Hadden v. Barrow, Wade, Guthrie & Co., 105 F. Supp. 530 (N.D. Ohio 1952)

US District Court for the Northern District of Ohio - 105 F. Supp. 530 (N.D. Ohio 1952)
May 23, 1952

105 F. Supp. 530 (1952)


No. 28609.

United States District Court N. D. Ohio, E. D.

May 23, 1952.

B. B. Fensterstock, New York City, L. C. Wykoff, Cleveland, Ohio, for plaintiff.

Maurice F. Hanning, Cleveland, Ohio, for defendant.

FREED, District Judge.

Plaintiff, as Trustee in Bankruptcy of the Manufacturers Trading Corporation, brought this action against defendants, a firm of public accountants, for alleged breach of contract to perform services for plaintiff. Plaintiff is a corporation organized and existing under the laws of Delaware, licensed to do business in Ohio and doing business in Ohio. Defendant is a partnership composed of many partners, each of whom is a citizen of the United States, but none of whom is a citizen or resident of the State of Delaware. Defendant has moved to dismiss the action on the ground that the venue is improperly laid.

Determination of the question presented turns on the construction of 28 U.S.C.A. § 1391(c). Do the provisions of that section pertain solely to actions against a corporation, or do they also grant residence to a corporation in this state so that, as plaintiff, it may lay the venue of a suit predicated on diversity in this district? The section reads, as follows:

"A corporation may be sued in any judicial district in which it is incorporated or licensed to do business or is doing business, and such judicial district shall be regarded as the residence of such corporation for venue purposes."

In Freiday v. Cowdin, D.C.1949, 83 F. Supp. 516, 517, the court, when faced with the identical inquiry, commented:

"To give full effect to the words `and such judicial district shall be re-regarded as the residence of such corporation for venue purposes,' one must conclude that they refer to both plaintiff and defendant corporations. To conclude otherwise one would have to attribute to Congress the anomalous intent to define the residence of corporate defendants but not that of corporate plaintiffs."

*531 The records of the Congressional hearings on the Judicial Code (of which the section under consideration is a part) shed no light nor disclose any indication of the intent of the debated language.

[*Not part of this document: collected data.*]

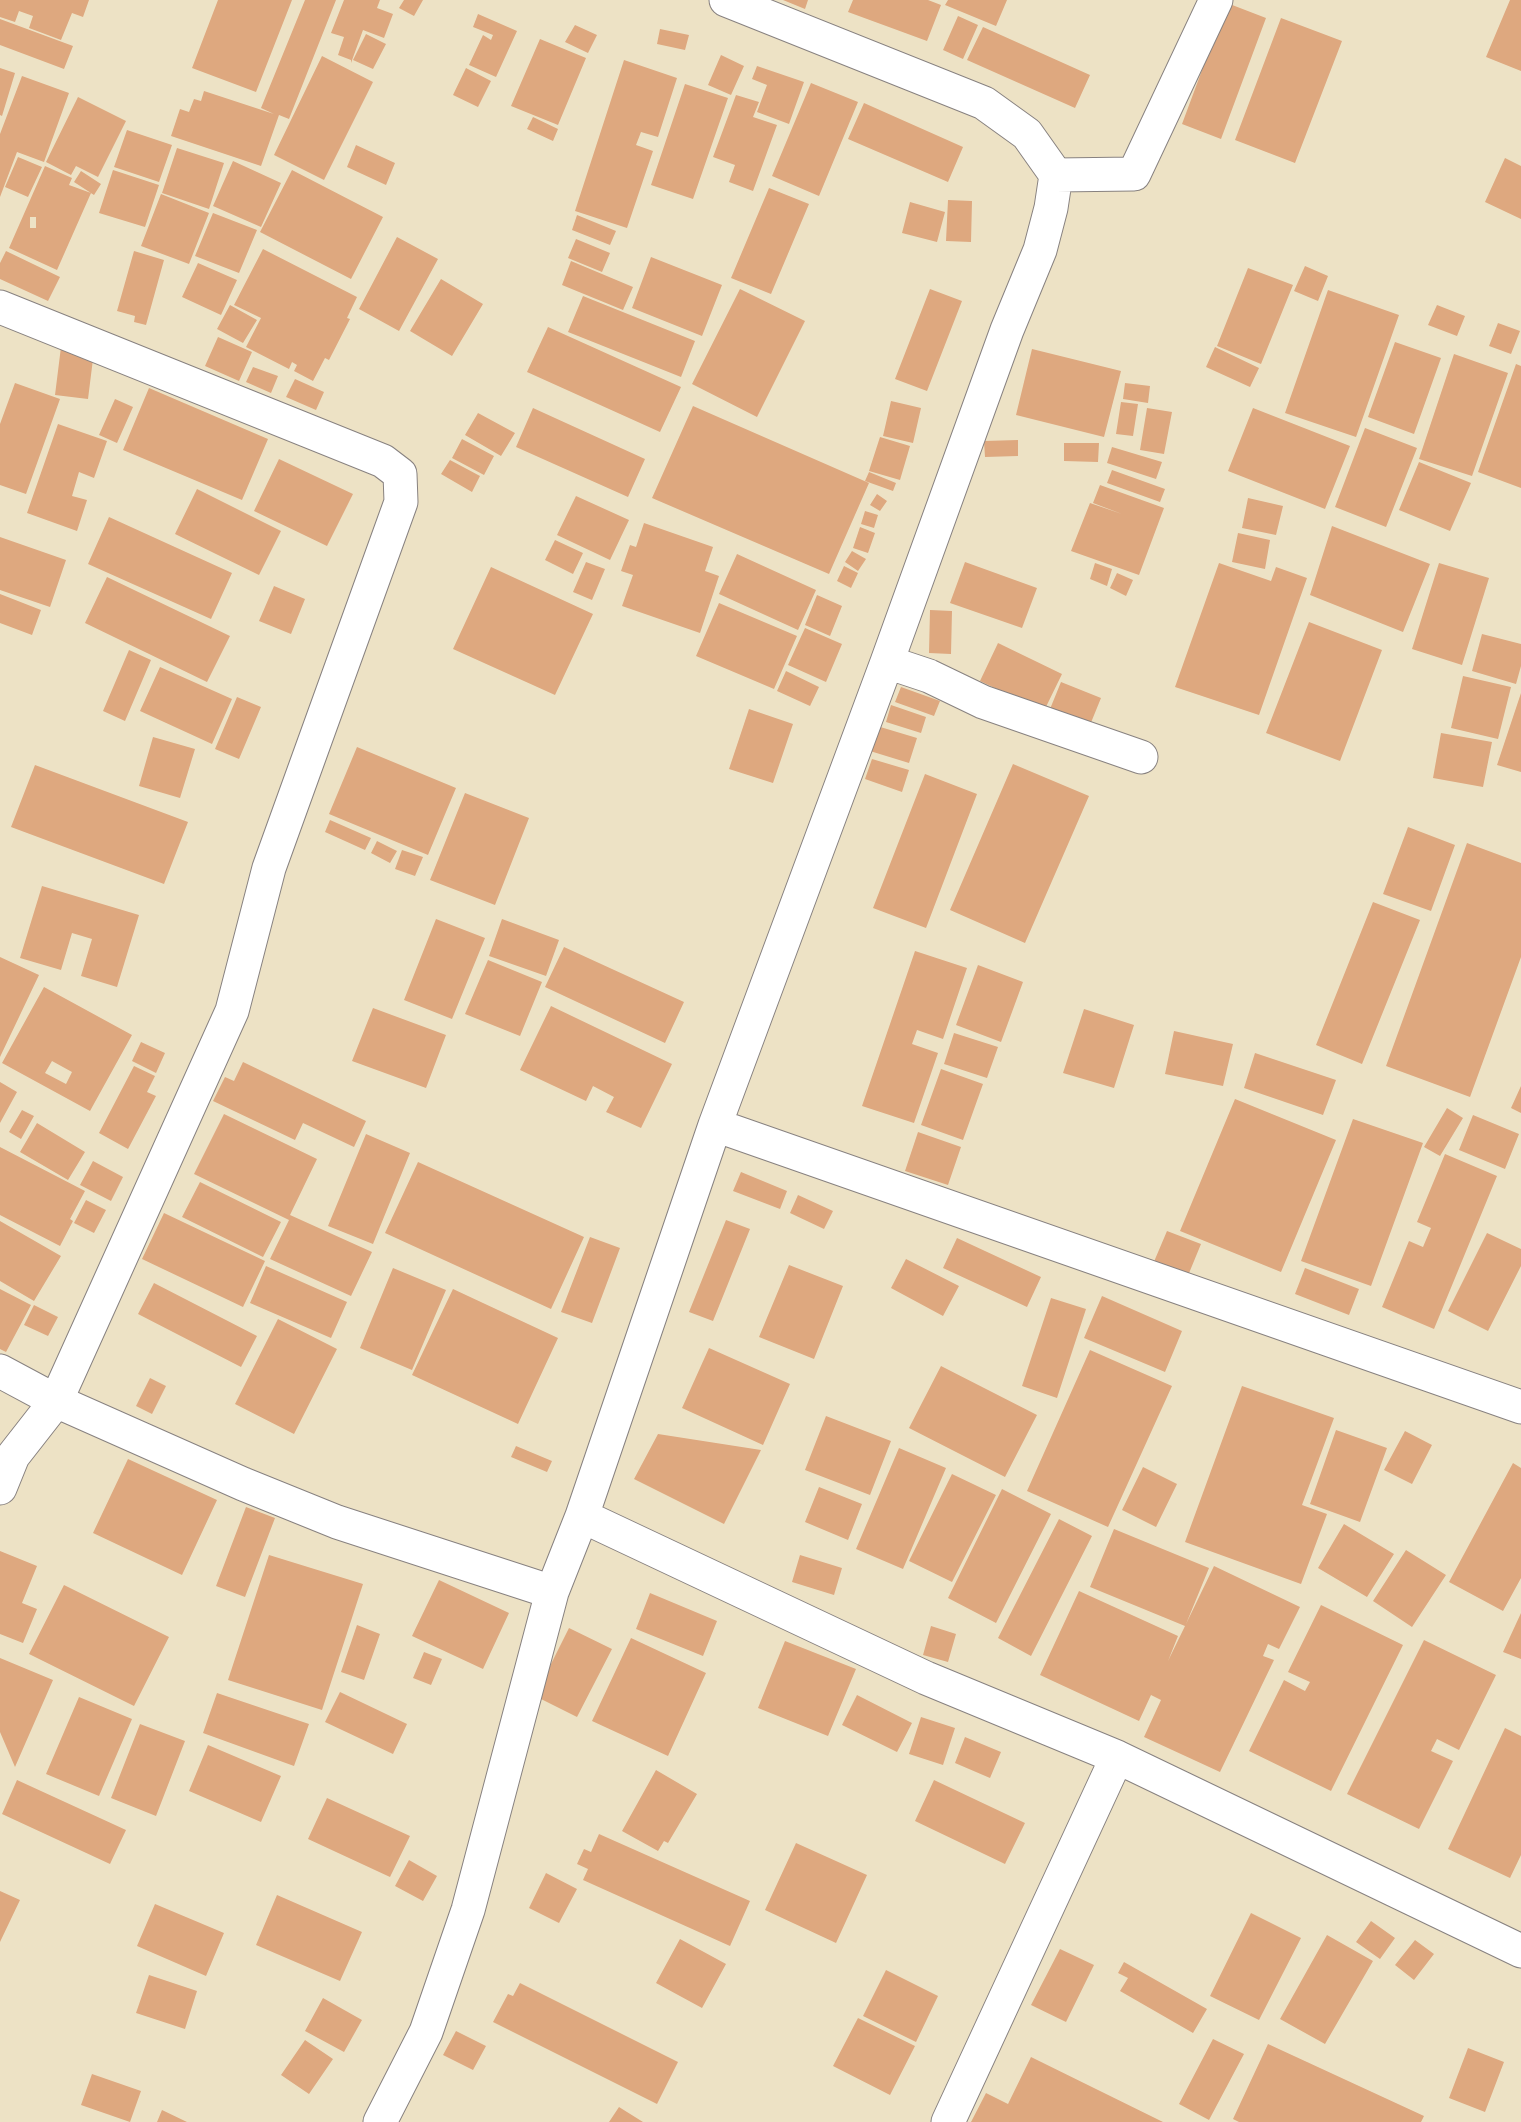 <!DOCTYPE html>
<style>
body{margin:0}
canvas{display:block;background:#ede2c5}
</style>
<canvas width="1521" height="2122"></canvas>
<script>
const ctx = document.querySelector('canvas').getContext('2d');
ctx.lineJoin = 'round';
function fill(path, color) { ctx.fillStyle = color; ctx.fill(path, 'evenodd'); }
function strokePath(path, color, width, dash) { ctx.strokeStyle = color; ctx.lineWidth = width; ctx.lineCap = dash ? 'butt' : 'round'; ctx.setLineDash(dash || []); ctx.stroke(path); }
fill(new Path2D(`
 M0,0H89L83,17L72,13L61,40L29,28L33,16L19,11L15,22L0,17Z
 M218,0H292L256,92L192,68Z
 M305,0H336L289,119L279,115L261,166L171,136L180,109L189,112L194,99L201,101L204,91L274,114L261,108Z
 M344,0H380L377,8L393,14L384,38L363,30L351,63V60L338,55L344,37L331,33Z
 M404,0H423L414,16L399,8Z
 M783,0H808L805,9Z
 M853,0H928L941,5L927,41L848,12Z
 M948,0H1007L996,26L945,5Z
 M1510,0H1521V71L1486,57Z
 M1227,3L1266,18L1221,139L1182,124Z
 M478,14L517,31L496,77L469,65L483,35L491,40L493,35L473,27Z
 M958,16L978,25L963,59L943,50Z
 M1281,18L1342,41L1295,163L1235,140Z
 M0,19L73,46L64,69L0,45Z
 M575,25L597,35L588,53L565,42Z
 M983,27L1090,75L1075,108L967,60Z
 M660,29L689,35L685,50L657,44Z
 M366,34L386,44L373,69L353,60Z
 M540,39L586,58L558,125L511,106Z
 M721,55L744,66L731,95L708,85Z
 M322,56L373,82L324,180L274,155Z
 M624,60L677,78L658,137L641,132L636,145L653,151L627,228L575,211Z
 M757,66L804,82L789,124L757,112L767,85L752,79Z
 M0,68L15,73L2,116L0,115Z
 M466,68L491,81L478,107L453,95Z
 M22,76L69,93L44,162L17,152L0,197V134Z
 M811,83L858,102L819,196L772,176Z
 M685,84L728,98L693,199L651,185Z
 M736,95L759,102L753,117L777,125L753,191L729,182L735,165L713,157Z
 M78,97L126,121L98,177L76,166L71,175L46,162Z
 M864,103L963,147L948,182L848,139Z
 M533,117L558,129L553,141L527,129Z
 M127,130L172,145L159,182L114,167Z
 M356,145L395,163L386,185L347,167Z
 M177,148L224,163L209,209L162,193Z
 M18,157L42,167L28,197L5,187Z
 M1505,158L1521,166V219L1485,202Z
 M233,161L281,183L261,227L213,206Z
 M45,166L72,178L69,185L91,193L57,270L9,248ZM30,217H36V228H30Z
 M113,170L159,185L145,227L99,213Z
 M292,170L383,217L351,279L260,232Z
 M81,171L101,184L94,195L74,182Z
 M769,188L809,204L771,294L731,278Z
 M161,194L209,213L189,264L141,246Z
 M948,200L972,201L971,242L946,241Z
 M910,202L945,212L937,242L902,233Z
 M213,213L257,230L239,273L195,256Z
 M577,215L616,231L610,245L572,230Z
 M397,237L438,259L399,331L359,309Z
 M576,239L610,253L602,272L568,258Z
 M263,249L357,297L347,318L350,319L329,360L325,358L313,381L294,371L297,365L292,362L289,369L246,347L261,318L234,305Z
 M6,251L60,277L48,301L0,279V263Z
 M134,251L164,260L146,325L134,322L135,316L117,311Z
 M651,257L722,285L702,336L632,308Z
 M571,261L633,287L623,310L562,285Z
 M198,263L237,280L221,315L182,297Z
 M1305,266L1328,276L1318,301L1294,291Z
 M1248,268L1293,285L1261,364L1217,346Z
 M441,279L483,304L452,356L410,331Z
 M740,289L805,321L757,417L692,384Z
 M930,289L962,301L927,391L895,379Z
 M1328,290L1399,315L1356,437L1285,413Z
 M583,296L695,341L681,377L568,332Z
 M230,305L257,320L243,343L217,329Z
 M1437,305L1465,316L1457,336L1428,325Z
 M1498,323L1520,331L1511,354L1489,346Z
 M548,327L681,387L660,432L527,372Z
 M218,337L252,352L239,381L205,366Z
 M1395,342L1441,358L1414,434L1368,417Z
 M61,347L94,351L88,399L55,395Z
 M1215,347L1259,368L1250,387L1206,367Z
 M1032,349L1121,371L1104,437L1016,415Z
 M1454,354L1508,373L1472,476L1419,459Z
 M1516,364L1521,366V488L1478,472Z
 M253,367L278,376L271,393L246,382Z
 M295,379L324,392L316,410L286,397Z
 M15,383L60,399L26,494L0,485V424Z
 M1125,383L1150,386L1148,403L1123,399Z
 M149,388L268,439L242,500L123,450Z
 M115,399L133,407L117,443L99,435Z
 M891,401L921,408L913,443L883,436Z
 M1121,402L1138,404L1133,436L1116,434Z
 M693,406L869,483L829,574L652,498Z
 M533,408L645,459L628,497L516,447Z
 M1147,408L1172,412L1164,454L1140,450Z
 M1253,408L1350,446L1325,509L1228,471Z
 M478,413L515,433L501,456L465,435Z
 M58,424L107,441L94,478L79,472L72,496L87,500L77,531L27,513Z
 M1365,428L1417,448L1386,527L1335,507Z
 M880,437L910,446L900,480L869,471Z
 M462,439L494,456L484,475L452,458Z
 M1018,440V456L985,457L984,441Z
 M1064,443H1099L1098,462L1064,461Z
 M1112,447L1162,462L1156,479L1107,463Z
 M279,459L353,494L327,546L254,511Z
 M450,460L480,476L472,492L441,474Z
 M1419,462L1471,483L1450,531L1399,510Z
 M1112,470L1165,489L1160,502L1107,483Z
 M869,472L896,483L893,491L865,481Z
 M1100,485L1164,508L1139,575L1071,551L1090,503L1122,514L1093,503Z
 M197,489L281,531L259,575L175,534Z
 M877,494L887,501L880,511L870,505Z
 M576,496L629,520L610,560L557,535Z
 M1248,498L1283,506L1276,535L1242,528Z
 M865,511L878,515L874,528L861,524Z
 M109,517L232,573L211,619L88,564Z
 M644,523L713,547L705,571L719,576L700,633L622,606L633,575L621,571L630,545L636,547Z
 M1332,526L1430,564L1403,632L1310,595Z
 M860,527L875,533L868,553L853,548Z
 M1238,533L1270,540L1265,569L1232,562Z
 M0,537L66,560L50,607L0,590Z
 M555,540L583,553L573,574L545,560Z
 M852,551L866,559L858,571L845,562Z
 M737,554L816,590L798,630L719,594Z
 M586,562L605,569L592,600L573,592Z
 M965,562L1037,588L1022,628L950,603Z
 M1095,563L1112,569L1107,586L1090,579Z
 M1219,563L1271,581L1276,567L1307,578L1259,715L1175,687Z
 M1439,563L1489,578L1462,665L1412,649Z
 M844,566L858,573L851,588L837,581Z
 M491,567L593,614L555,695L453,649Z
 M1117,573L1133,580L1126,596L1110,588Z
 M107,577L230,636L207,682L85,623Z
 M274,586L305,599L291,634L259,621Z
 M0,594L41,610L32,635L0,623Z
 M817,595L842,606L830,636L805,625Z
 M719,603L797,636L774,689L696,656Z
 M930,610L952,611L951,654L929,653Z
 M1309,622L1382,650L1340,761L1266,733Z
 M805,628L842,644L826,682L788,665Z
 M1482,634L1521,644V666L1516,684L1472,671Z
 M998,643L1062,674L1044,711L980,681Z
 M129,650L151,660L125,721L103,711Z
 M160,667L232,699L212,744L140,711Z
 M786,671L819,687L810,706L777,691Z
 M1463,676L1511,687L1498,739L1451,728Z
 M1061,682L1101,698L1090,725L1050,709Z
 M901,687L940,701L934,716L895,702Z
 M1521,693V772L1497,765Z
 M237,697L261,707L239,759L215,749Z
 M891,705L926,717L921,733L886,722Z
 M749,709L793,724L773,783L729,769Z
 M877,726L917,738L909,763L870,751Z
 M1441,733L1492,742L1483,787L1433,778Z
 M153,737L195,749L180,798L139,786Z
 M357,747L456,788L428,855L329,814Z
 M872,759L909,770L902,792L865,779Z
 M1013,764L1089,796L1025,943L950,910Z
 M35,765L188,822L164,884L11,827Z
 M925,774L977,794L926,928L873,908Z
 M465,793L529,818L495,905L430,880Z
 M330,820L371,838L365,850L325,832Z
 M1408,827L1455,845L1431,911L1383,894Z
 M377,841L397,851L390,863L371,853Z
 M1467,843L1521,863V957L1470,1097L1386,1066Z
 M402,850L423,857L415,876L395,869Z
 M42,886L139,915L117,987L81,976L92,939L72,933L61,970L20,958Z
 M1373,902L1420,920L1362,1064L1316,1045Z
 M436,919L485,938L452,1019L404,1000Z
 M502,919L559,940L546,976L489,956Z
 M564,947L684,1002L665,1043L545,987Z
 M915,951L967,968L943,1039L917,1030L912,1044L938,1053L914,1123L862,1106Z
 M0,957L39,975L0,1057Z
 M488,960L542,982L520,1036L465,1014Z
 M978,965L1023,982L1001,1042L956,1025Z
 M44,987L132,1035L90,1111L2,1063ZM52,1061L72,1072L66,1084L45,1073Z
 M551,1006L672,1064L641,1128L606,1112L614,1097L593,1086L586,1101L520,1070Z
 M373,1008L446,1035L426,1088L352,1061Z
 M1084,1009L1134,1025L1114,1088L1063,1073Z
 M1174,1031L1233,1044L1223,1086L1165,1074Z
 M954,1033L998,1047L987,1078L944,1064Z
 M141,1042L165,1053L156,1073L132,1061Z
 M1255,1053L1336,1080L1323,1115L1244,1088Z
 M243,1062L366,1121L354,1147L303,1123L295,1140L213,1101L225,1077L234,1081Z
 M134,1066L155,1076L147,1092L156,1096L128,1149L99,1133Z
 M941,1069L983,1084L963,1140L921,1125Z
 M0,1082L17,1092L0,1123Z
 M1521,1086V1113L1511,1108Z
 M1235,1099L1336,1140L1281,1272L1180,1231Z
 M1447,1108L1463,1118L1440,1156L1424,1147Z
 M22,1110L34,1116L21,1139L9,1132Z
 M224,1114L317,1159L290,1215L372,1252L351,1296L270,1259L289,1220L194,1174Z
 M1473,1115L1519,1134L1505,1169L1459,1150Z
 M1353,1119L1423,1143L1371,1286L1301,1261Z
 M37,1123L85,1152L68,1180L20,1152Z
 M918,1132L961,1147L948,1185L905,1171Z
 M366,1134L410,1153L373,1244L328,1226Z
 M0,1147L85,1191L70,1219L73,1221L60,1246L0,1215Z
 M1445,1154L1497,1176L1434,1329L1382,1307L1409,1241L1423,1247L1431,1228L1417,1222Z
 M93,1161L123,1177L111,1201L80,1185Z
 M418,1162L584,1237L551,1309L385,1233Z
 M741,1172L787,1191L780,1209L733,1191Z
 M200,1182L281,1222L263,1257L182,1217Z
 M798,1195L833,1211L824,1229L790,1213Z
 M86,1200L106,1210L94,1233L74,1223Z
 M164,1213L265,1261L243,1307L142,1259Z
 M726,1220L750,1229L713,1321L689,1312Z
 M0,1221L61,1256L34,1301L0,1281Z
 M1167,1231L1201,1244L1187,1278L1153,1264Z
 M1487,1233L1521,1249V1266L1488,1331L1448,1311Z
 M590,1237L620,1248L592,1323L561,1312Z
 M957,1238L1041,1277L1027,1307L943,1268Z
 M906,1259L959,1286L943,1316L891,1288Z
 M789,1265L843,1286L814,1359L759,1337Z
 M266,1266L347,1302L331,1338L250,1303Z
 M393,1268L446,1290L412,1370L360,1348Z
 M1305,1268L1359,1289L1349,1315L1295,1294Z
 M154,1283L257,1336L241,1367L138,1314Z
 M0,1289L31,1305L6,1352L0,1349Z
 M453,1289L558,1338L518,1424L412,1375Z
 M1102,1296L1182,1331L1165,1372L1084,1338Z
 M1051,1298L1086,1309L1057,1398L1022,1386Z
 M34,1305L58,1317L48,1336L24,1325Z
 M278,1319L337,1349L294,1434L235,1404Z
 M709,1348L790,1384L763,1445L682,1408Z
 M1090,1350L1172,1386L1108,1527L1027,1491Z
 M941,1366L1037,1415L1005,1477L909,1428Z
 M150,1378L166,1386L152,1414L136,1406Z
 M1242,1386L1334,1418L1302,1505L1327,1514L1301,1584L1185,1542Z
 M826,1416L891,1441L870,1495L805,1470Z
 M1336,1430L1387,1448L1360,1522L1310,1504Z
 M1405,1431L1432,1445L1412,1484L1384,1470Z
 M658,1434L761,1450L724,1524L634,1479Z
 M516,1446L552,1461L547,1472L511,1457Z
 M899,1448L946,1468L903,1569L856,1549Z
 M128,1459L217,1500L182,1575L93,1533Z
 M1513,1463L1521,1468V1578L1503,1611L1449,1582Z
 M1143,1467L1177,1484L1156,1527L1122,1510Z
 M952,1474L996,1495L952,1582L909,1561Z
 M819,1487L862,1504L848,1540L805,1522Z
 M1002,1489L1051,1514L996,1623L948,1598Z
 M246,1507L275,1518L245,1597L216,1586Z
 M1059,1519L1092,1536L1031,1656L998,1638Z
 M1344,1524L1394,1554L1367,1597L1318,1568Z
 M1114,1529L1209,1568L1186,1624L1214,1566L1300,1607L1279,1649L1268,1644L1263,1656L1274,1660L1220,1772L1144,1737L1161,1700L1151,1695L1139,1721L1040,1675L1079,1591L1178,1636L1168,1661L1185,1626L1090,1587Z
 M1406,1550L1446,1575L1412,1627L1373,1601Z
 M0,1551L37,1566L22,1603L37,1609L23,1643L0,1634Z
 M269,1555L363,1584L322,1710L228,1680Z
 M800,1555L842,1568L834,1595L792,1582Z
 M439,1580L509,1613L483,1669L412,1636Z
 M64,1585L169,1637L134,1706L29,1654Z
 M650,1593L717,1621L703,1656L636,1629Z
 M1321,1605L1403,1645L1331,1791L1249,1751L1284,1680L1305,1691L1310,1682L1288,1672Z
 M1521,1613V1659L1503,1652Z
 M357,1625L380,1634L364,1680L341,1672Z
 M931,1626L956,1634L948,1662L923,1655Z
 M569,1628L612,1649L577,1717L535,1696Z
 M631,1638L706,1673L668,1756L592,1721Z
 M1424,1640L1496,1675L1459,1750L1437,1739L1431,1751L1453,1761L1419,1829L1347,1794Z
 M785,1641L856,1669L828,1736L758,1708Z
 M424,1652L442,1659L431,1685L413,1678Z
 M0,1658L53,1680L15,1767L0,1732Z
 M340,1692L407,1724L393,1754L325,1722Z
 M217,1693L309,1724L294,1766L203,1733Z
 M857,1695L912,1723L897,1752L842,1725Z
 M79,1697L132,1719L99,1796L46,1774Z
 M921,1717L955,1728L943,1765L909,1754Z
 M140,1724L185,1741L156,1816L111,1798Z
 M1505,1728L1521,1736V1855L1510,1878L1448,1849Z
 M965,1737L1001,1752L990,1778L955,1763Z
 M208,1745L281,1776L261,1822L189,1791Z
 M656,1770L697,1794L668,1843L664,1841L658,1851L622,1831Z
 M17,1780L126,1830L110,1864L2,1814Z
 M934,1780L1025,1823L1005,1864L915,1821Z
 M327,1798L410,1836L390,1877L308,1839Z
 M599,1834L750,1901L730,1946L583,1880L588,1869L577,1864L584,1849L591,1852Z
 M796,1843L867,1875L836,1943L765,1910Z
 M409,1860L437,1876L423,1901L395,1886Z
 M546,1873L577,1889L559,1923L529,1908Z
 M0,1891L20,1900L0,1942Z
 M277,1895L362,1932L340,1981L256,1945Z
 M155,1904L224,1933L206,1976L137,1946Z
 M1251,1913L1301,1938L1259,2020L1210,1996Z
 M1371,1921L1395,1938L1380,1959L1356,1942Z
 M1327,1935L1373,1961L1325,2044L1280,2019Z
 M680,1939L726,1964L702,2008L656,1983Z
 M1415,1940L1434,1954L1414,1980L1395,1965Z
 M1060,1949L1094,1965L1066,2022L1031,2005Z
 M1124,1962L1207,2009L1193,2033L1120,1991L1128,1978L1118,1973Z
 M886,1970L938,1996L916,2042L863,2016Z
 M149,1975L197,1991L185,2029L136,2013Z
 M520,1983L678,2062L657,2104L493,2022L508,1994L513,1996Z
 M323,1998L362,2020L344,2052L305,2031Z
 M858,2018L915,2046L890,2095L833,2066Z
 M456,2031L486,2046L473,2070L443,2055Z
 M1213,2039L1244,2054L1209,2120L1179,2104Z
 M305,2040L333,2059L309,2094L281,2075Z
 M1268,2044L1424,2116L1421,2122H1239L1233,2119Z
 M1468,2048L1504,2062L1485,2112L1449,2098Z
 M1031,2057L1163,2122H971L986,2093L1008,2104Z
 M92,2074L141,2091L130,2122L81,2105Z
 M619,2107L643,2122H609Z
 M162,2110L187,2122H157Z`), '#dea87f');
const minor = new Path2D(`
 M1056,175L1134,174L1216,0
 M0,307L383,461L400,474L401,502L269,868L232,1011L56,1401L13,1456L0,1488
 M887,662L929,676L983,702L1141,757
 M715,1125L1521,1407
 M0,1371L56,1401L243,1484L337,1522L552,1592
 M582,1516L926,1678L1117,1757L1521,1951
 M380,2122L426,2032L468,1910L552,1592L582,1516L715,1125L887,662L1007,330L1040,250L1051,208L1056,175L1027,134L984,103L726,0
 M948,2122L1117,1757`);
strokePath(minor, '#888280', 35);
strokePath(minor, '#fff', 33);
</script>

Two text writers[1] as well as a district court[2] took views directly contrary to that stated in the above case. The contention giving rise to their position, that Section 1391(c) is merely a codification of the doctrine announced in Neirbo Co. v. Bethlehem Shipbuilding Corp., 1939, 308 U.S. 165, 60 S. Ct. 153, 84 L. Ed. 167, is neither borne out by an analysis of the statute nor by its legislative history. The Neirbo case clarifies and restates the proposition of law first announced in Ex parte Schollenberger, 1877, 96 U.S. 369, 24 L. Ed. 853, that the designation of an agent for service of process by a corporation in a state where it is engaged in business is an effective consent to be sued in the federal courts of that state. That decision may have impelled the enactment of the section, but it clearly did not restrict itself to what was there decided.

This Court finds itself in accord with the result reached in Freiday v. Cowdin, supra. It would be purposeless to engage in a lengthy discussion of semantics or to belabor unreasonably the meaning of words. It is sufficient to say that, had the framers of the statute intended to confine venue to defendant corporations, the language "and such judicial district shall be regarded as the residence of such corporation for venue purposes" would be meaningless and redundant in the face of the clear, expressive and unambiguous wording which precedes it. If any other result was intended, the remedy lies in legislative amendment, rather than in faulty judicial construction.

In construing a Congressional enactment, the court should not assume, unless it is clearly apparent, that it contains superfluous words or expressions. Jurisdiction is here founded on diversity of citizenship.

Since the district where plaintiff is doing business, Bankr.Act, § 23, sub. b, 11 U.S.C.A. § 46, sub. b; Martin v. Clarke, 7 Cir., 1938, 95 F.2d 26; certiorari denied 1938, 304 U.S. 584, 58 S. Ct. 1059, 82 L. Ed. 1545, is the "residence of the corporation for venue purposes", this action may be properly maintained here.

The motion to dismiss the complaint will be overruled.


[1] Moore's Federal Practice (2d ed., 1948), 1950 Supp. p. 38; Ohlinger's Federal Practice (Rev. ed., 1950) 297.

[2] Chicago & North Western Ry. Co. v. Davenport, D.C., 94 F. Supp. 83.